Exercise aim => Lines with the word "Одиннадцатый": copy all of them from the entries below.

*** Block opens ***

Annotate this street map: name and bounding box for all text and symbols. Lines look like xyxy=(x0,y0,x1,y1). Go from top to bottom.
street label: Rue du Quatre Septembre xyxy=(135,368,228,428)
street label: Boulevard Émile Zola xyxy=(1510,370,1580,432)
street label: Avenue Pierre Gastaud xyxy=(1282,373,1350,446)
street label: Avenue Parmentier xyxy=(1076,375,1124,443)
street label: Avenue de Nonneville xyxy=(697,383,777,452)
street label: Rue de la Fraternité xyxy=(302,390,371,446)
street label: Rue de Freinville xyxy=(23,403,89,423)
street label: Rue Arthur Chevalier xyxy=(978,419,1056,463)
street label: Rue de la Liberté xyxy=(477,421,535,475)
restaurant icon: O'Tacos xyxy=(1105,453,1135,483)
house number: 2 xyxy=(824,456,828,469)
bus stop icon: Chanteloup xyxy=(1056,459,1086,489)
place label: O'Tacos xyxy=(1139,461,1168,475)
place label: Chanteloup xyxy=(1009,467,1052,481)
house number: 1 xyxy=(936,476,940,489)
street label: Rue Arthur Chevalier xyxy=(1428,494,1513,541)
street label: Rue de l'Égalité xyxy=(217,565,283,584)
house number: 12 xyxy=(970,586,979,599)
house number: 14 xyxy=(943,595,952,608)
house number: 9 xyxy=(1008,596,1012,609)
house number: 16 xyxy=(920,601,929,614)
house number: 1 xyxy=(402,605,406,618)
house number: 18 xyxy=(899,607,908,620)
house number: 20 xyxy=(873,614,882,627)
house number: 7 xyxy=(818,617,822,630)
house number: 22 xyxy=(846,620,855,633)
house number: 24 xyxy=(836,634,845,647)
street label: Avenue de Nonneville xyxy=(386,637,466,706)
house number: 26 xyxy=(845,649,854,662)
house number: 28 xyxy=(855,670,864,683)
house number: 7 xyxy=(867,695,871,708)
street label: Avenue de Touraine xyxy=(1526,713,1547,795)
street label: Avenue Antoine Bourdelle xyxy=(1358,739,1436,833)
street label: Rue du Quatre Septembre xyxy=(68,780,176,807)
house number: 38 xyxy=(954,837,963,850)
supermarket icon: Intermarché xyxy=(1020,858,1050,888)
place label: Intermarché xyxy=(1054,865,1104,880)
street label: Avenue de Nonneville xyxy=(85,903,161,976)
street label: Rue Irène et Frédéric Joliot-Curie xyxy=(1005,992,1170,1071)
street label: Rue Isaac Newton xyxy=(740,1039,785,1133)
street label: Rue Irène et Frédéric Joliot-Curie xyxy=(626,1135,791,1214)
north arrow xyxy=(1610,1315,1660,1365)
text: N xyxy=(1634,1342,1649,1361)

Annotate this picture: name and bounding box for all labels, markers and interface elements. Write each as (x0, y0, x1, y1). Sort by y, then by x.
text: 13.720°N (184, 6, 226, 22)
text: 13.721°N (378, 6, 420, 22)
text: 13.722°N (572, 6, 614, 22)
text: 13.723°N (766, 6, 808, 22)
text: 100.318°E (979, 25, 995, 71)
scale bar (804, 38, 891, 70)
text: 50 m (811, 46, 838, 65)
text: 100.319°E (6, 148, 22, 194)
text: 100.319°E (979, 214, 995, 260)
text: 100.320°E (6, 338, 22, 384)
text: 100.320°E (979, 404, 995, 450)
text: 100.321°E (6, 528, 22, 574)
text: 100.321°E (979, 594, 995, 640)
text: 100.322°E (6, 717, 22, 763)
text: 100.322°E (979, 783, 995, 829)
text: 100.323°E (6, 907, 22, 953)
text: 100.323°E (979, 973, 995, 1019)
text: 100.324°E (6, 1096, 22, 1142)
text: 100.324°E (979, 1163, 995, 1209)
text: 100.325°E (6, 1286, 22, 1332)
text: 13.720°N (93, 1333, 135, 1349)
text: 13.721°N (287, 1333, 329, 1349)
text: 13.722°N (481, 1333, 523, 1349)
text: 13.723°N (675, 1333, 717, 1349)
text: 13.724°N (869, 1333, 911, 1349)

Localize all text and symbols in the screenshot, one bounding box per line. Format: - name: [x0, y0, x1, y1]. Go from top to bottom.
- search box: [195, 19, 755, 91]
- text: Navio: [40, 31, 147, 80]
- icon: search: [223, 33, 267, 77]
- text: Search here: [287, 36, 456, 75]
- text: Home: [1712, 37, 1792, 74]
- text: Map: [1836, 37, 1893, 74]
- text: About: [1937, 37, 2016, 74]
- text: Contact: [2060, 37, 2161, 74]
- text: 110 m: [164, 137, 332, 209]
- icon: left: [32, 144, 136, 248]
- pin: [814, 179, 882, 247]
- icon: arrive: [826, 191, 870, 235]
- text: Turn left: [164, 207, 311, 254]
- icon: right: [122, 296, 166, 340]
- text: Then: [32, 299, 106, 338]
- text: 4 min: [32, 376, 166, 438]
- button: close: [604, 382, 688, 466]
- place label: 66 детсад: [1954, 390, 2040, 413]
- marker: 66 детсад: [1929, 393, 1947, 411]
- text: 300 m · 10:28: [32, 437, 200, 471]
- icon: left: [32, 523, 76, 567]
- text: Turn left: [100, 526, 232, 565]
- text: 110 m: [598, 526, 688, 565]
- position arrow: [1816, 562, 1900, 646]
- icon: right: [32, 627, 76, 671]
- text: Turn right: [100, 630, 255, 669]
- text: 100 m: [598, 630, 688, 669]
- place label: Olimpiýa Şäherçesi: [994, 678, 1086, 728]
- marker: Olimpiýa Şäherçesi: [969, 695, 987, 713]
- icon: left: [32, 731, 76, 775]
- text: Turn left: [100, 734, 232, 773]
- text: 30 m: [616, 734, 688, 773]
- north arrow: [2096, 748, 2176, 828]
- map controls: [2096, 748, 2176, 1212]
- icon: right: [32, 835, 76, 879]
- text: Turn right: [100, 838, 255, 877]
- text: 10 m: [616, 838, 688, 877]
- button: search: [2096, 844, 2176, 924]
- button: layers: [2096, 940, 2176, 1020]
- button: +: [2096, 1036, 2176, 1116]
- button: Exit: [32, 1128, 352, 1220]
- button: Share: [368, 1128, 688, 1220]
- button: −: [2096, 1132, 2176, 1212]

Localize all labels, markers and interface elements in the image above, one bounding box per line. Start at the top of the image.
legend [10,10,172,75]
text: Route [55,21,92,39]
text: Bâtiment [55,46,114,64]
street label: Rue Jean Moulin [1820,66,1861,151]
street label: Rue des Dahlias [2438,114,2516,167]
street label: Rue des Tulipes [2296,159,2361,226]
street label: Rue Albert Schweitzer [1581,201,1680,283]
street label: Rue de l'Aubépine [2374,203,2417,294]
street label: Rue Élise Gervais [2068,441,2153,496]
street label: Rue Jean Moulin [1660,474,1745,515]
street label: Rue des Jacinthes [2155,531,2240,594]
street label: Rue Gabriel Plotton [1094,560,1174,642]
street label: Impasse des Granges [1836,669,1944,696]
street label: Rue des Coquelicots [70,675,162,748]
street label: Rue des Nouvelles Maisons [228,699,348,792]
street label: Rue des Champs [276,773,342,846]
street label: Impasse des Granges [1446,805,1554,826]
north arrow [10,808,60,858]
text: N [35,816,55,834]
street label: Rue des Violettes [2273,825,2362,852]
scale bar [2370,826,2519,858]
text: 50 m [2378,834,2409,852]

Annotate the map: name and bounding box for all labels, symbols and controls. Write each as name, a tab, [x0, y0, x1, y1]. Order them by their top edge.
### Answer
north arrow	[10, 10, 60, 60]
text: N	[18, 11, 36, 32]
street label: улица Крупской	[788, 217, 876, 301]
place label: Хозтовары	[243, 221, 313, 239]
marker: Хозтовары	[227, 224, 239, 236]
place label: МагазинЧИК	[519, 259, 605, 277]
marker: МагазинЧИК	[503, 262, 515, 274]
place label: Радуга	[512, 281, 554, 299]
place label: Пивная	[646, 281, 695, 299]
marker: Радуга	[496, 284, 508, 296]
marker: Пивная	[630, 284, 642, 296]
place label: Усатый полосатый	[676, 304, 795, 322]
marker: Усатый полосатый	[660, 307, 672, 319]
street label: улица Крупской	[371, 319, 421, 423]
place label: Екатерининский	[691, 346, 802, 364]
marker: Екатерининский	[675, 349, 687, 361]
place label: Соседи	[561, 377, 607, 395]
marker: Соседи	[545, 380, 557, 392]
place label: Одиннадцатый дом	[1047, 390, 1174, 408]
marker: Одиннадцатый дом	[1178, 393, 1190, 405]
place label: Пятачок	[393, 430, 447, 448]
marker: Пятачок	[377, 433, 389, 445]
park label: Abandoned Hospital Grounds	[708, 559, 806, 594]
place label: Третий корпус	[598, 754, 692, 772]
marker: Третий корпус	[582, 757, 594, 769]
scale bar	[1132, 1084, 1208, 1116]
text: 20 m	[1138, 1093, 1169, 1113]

*** Block closes ***

Reply =>
place label: Одиннадцатый дом	[1047, 390, 1174, 408]
marker: Одиннадцатый дом	[1178, 393, 1190, 405]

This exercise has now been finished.